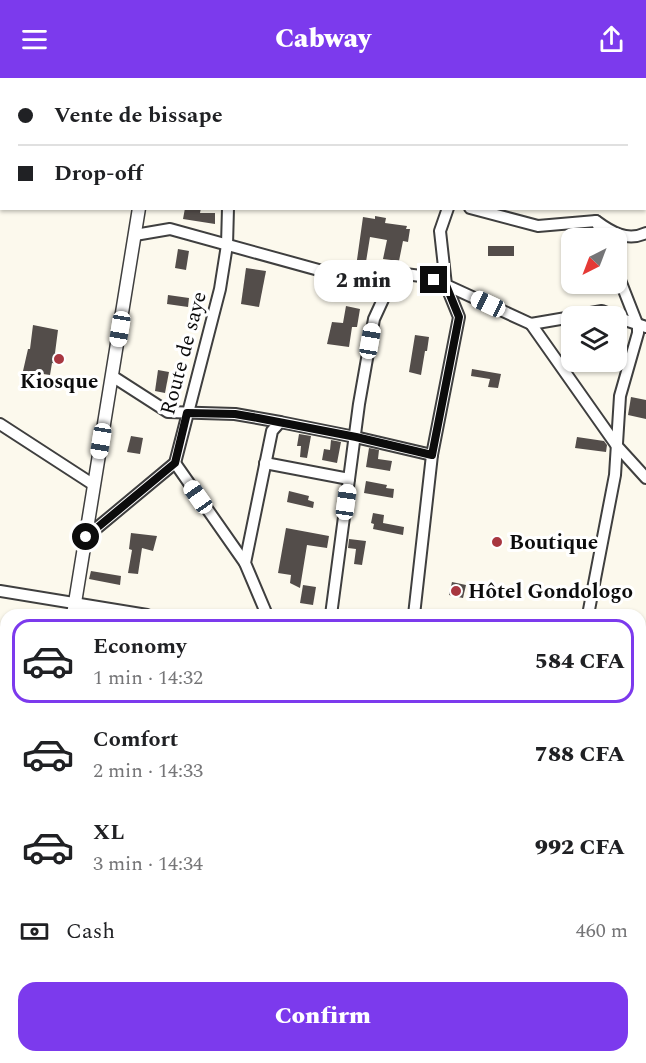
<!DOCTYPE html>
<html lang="en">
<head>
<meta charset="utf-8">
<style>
  :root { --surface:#fff; --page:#f2f2f2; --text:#202124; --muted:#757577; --line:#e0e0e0; --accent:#7c3aed }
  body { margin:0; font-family:Spectral,serif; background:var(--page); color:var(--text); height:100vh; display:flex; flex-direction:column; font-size:22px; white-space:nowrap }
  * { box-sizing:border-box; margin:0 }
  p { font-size:20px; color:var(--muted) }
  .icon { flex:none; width:33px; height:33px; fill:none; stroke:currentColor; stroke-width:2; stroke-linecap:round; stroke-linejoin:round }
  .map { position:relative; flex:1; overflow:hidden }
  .details { position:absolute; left:0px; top:531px; width:646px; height:454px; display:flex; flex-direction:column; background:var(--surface); border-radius:18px 18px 0 0; box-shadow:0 2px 4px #0004 }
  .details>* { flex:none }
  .hud { position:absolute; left:0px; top:0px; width:646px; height:132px; box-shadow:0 2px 4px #0004; display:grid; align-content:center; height:132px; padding:0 18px; background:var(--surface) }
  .needle { width:39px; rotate:222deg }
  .controls { position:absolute; left:561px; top:150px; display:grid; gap:12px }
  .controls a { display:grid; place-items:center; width:66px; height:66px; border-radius:12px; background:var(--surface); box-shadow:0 2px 4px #0004; font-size:30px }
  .end { position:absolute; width:27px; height:27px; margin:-14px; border:8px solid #0c0c0c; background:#fff; box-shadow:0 0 0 3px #fff }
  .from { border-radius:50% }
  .bubble { position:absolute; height:42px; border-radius:18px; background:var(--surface); box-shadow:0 2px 4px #0004; font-size:20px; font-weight:800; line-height:42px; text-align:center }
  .car { position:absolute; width:18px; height:36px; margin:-18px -9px; border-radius:8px; box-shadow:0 0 4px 2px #0007; background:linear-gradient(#fff 24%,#345 0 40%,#fff 0 76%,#345 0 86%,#fff 0) }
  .hud b { display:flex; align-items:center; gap:21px; height:57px; font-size:22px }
  .hud b+b { border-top:2px solid var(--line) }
  .hud i { width:15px; height:15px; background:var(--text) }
  ul { padding:10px 0 0; list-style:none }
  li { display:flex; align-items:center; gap:18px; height:84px; margin:0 12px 9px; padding:0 6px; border:3px solid transparent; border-radius:18px }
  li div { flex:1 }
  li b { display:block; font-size:22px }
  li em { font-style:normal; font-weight:800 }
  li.active { border-color:var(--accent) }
  li>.icon { width:54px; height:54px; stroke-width:1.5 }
  .pay { display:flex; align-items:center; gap:15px; height:66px; padding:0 18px; font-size:22px }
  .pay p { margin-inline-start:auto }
  .action { display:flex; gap:12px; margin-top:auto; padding:12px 18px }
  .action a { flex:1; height:69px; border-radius:18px; background:var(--accent); color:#fff; font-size:24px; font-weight:800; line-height:69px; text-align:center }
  header { display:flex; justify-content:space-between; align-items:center; height:78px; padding:0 18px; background:var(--accent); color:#fff; font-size:27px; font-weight:800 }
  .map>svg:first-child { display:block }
</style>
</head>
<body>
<header><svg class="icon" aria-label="menu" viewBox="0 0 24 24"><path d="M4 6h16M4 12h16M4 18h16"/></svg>Cabway<svg class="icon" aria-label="share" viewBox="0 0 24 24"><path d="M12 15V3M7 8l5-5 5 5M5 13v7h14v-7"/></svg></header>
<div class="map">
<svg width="646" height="985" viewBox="0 0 646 985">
  <rect width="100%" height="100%" fill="#fcf9ed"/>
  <!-- building -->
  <g fill="#534d4a">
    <polygon points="185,130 201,130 200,135 215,135 215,146 183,141"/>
    <polygon points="375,138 386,140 385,145 407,148 406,151 410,151 408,164 403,163 399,183 383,181 387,162 370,159 365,190 356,189 363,139 375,141"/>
    <rect x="488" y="168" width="26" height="10"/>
    <polygon points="178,171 189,173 186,192 175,190"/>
    <polygon points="246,190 266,193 259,229 241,226"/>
    <polygon points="168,217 189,220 188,229 167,226"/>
    <polygon points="346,228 360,231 357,249 352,249 349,269 327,266 332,244 343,245"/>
    <polygon points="33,247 58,252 55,275 60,276 58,286 52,285 50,297 23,293 28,271 30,271"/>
    <polygon points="415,257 429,259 427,273 425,273 421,297 409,294"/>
    <polygon points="472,291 501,296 498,310 488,309 490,301 471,298"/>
    <polygon points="158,292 169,294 165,315 155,313"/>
    <polygon points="631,319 646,322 646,341 628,337"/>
    <polygon points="299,356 311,358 307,380 300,379 301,368 297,368"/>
    <polygon points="131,358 143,360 140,376 127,374"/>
    <polygon points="577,359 604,363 607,367 606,374 575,370"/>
    <polygon points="331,362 341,364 337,385 322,382 324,371 330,372"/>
    <polygon points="369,370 379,372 378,381 392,383 390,393 366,389"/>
    <polygon points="366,403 387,407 386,410 394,411 393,420 364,415"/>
    <polygon points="289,413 309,418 308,422 314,424 313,430 287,424"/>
    <polygon points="373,435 384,437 383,445 404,449 403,457 373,451 374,446 371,445"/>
    <polygon points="286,450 329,458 327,470 307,467 300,510 290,505 291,497 278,495"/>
    <polygon points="131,455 157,458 153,473 142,470 138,496 128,495 132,472 129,471"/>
    <polygon points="349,461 366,463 362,487 354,486 356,471 348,470"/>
    <polygon points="91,493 121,498 120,507 89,501"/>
    <polygon points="452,504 466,507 463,520 449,517"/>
    <polygon points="303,507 316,509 313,527 300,525"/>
  </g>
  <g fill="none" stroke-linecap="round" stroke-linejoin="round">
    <!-- minor casing -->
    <g stroke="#3f3f3f" stroke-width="14">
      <g id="minor">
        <polyline points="197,0 198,2"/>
        <polyline points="619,0 620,2"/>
        <polyline points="576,2 577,0"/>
        <polyline points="645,43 646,44"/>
        <polyline points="448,130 440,153 446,207 531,246 572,239"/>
        <polyline points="470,130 538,148 596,143"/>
        <polyline points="135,157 170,151 373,207 391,204"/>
        <path d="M604,160L596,143C611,154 627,164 646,155"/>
        <polyline points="574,238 602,233 615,238"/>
        <polyline points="616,239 646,249"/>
        <polyline points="531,246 617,368 646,400"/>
        <polyline points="112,298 168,334 235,336 280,344"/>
        <polyline points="0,346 94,407"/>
        <polyline points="175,385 245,485"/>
        <polyline points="265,385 349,401"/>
        <polyline points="86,459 175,385 220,211 227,167 228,130"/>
        <polyline points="0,513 147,537"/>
        <polyline points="267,537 245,485 272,353 280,344 355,359 432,377"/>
        <polyline points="331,537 359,326 374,241 391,204 405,196 421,198 446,207 459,239 432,377 414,537"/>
        <polyline points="588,537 615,397 620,318 638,255 638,248 616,192"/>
        <polyline points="640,618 646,619"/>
        <polyline points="640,678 646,673"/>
        <polyline points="0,855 6,858"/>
        <polyline points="640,919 646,931"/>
        <polyline points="90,985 91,980"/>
        <polyline points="514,985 515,980"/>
      </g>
    </g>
    <!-- tertiary casing -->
    <g stroke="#3f3f3f" stroke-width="15">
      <g id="tertiary">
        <polyline points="160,2 161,0"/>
        <polyline points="73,537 139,130"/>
        <polyline points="0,978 6,943"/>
      </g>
    </g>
    <!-- minor -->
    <use href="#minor" stroke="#fff" stroke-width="10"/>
    <!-- tertiary -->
    <use href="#tertiary" stroke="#fff" stroke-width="12"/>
  </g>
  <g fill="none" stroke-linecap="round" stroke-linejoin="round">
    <!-- route -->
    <polyline stroke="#0c0c0c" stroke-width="8" points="86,459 175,385 187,335 235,336 258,340 356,359 432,377 459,239 446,207 434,202"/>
  </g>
  <!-- markers -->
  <g fill="#a83740" stroke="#fff" stroke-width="2">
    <circle cx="59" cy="281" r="6"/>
    <circle cx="497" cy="464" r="6"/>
    <circle cx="456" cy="513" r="6"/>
  </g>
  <g text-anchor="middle" stroke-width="6" stroke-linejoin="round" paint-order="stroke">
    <!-- street labels -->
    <g font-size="21" fill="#0c0c0c" stroke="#fff">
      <text transform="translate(183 275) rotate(-75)" y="7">Route de saye</text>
    </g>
    <!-- poi labels -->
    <g font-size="21" font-weight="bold" fill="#0c0c0c" stroke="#fff" text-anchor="start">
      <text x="59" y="310" text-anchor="middle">Kiosque</text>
      <text x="509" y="471">Boutique</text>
      <text x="468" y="520">Hôtel Gondologo</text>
    </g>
  </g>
</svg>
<div class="controls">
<a><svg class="needle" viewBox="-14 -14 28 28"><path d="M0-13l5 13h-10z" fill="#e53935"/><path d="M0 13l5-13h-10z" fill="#757577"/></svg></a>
<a><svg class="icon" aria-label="layers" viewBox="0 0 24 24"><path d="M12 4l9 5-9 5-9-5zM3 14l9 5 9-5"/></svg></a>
</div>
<i class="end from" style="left:86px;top:459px"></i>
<i class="end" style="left:434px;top:202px"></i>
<div class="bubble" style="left:314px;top:182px;width:99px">2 min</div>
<i class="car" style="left:488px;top:226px;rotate:295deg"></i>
<i class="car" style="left:120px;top:251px;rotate:189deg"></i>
<i class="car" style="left:370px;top:263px;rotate:10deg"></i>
<i class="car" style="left:101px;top:363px;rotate:189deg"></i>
<i class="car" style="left:198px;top:419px;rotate:325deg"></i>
<i class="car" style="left:346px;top:424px;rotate:8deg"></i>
<div class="hud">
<b><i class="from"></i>Vente de bissape</b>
<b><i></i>Drop-off</b>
</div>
<section class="details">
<ul>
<li class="active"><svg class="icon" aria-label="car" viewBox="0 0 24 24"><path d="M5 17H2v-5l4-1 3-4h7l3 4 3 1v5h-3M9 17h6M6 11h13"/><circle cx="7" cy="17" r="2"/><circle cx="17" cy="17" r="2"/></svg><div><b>Economy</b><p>1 min · 14:32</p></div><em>584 CFA</em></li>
<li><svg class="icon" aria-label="car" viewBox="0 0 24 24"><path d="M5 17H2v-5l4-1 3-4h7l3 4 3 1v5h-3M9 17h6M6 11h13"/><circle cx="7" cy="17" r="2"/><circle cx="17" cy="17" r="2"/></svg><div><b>Comfort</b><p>2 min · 14:33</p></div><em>788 CFA</em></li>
<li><svg class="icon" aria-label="car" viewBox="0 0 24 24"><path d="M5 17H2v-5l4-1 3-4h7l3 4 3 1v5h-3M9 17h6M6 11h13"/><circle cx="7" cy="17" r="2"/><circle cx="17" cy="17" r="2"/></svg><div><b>XL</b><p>3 min · 14:34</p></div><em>992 CFA</em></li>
</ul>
<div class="pay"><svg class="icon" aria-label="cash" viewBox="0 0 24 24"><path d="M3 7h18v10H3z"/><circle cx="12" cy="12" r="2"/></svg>Cash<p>460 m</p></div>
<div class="action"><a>Confirm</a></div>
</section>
</div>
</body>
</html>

_WHAT THE TASK REQUIRES_
Copy out each line of the entries where the word "controls" is found.

_ANSWER BOX_
  .controls { position:absolute; left:561px; top:150px; display:grid; gap:12px }
  .controls a { display:grid; place-items:center; width:66px; height:66px; border-radius:12px; background:var(--surface); box-shadow:0 2px 4px #0004; font-size:30px }
<div class="controls">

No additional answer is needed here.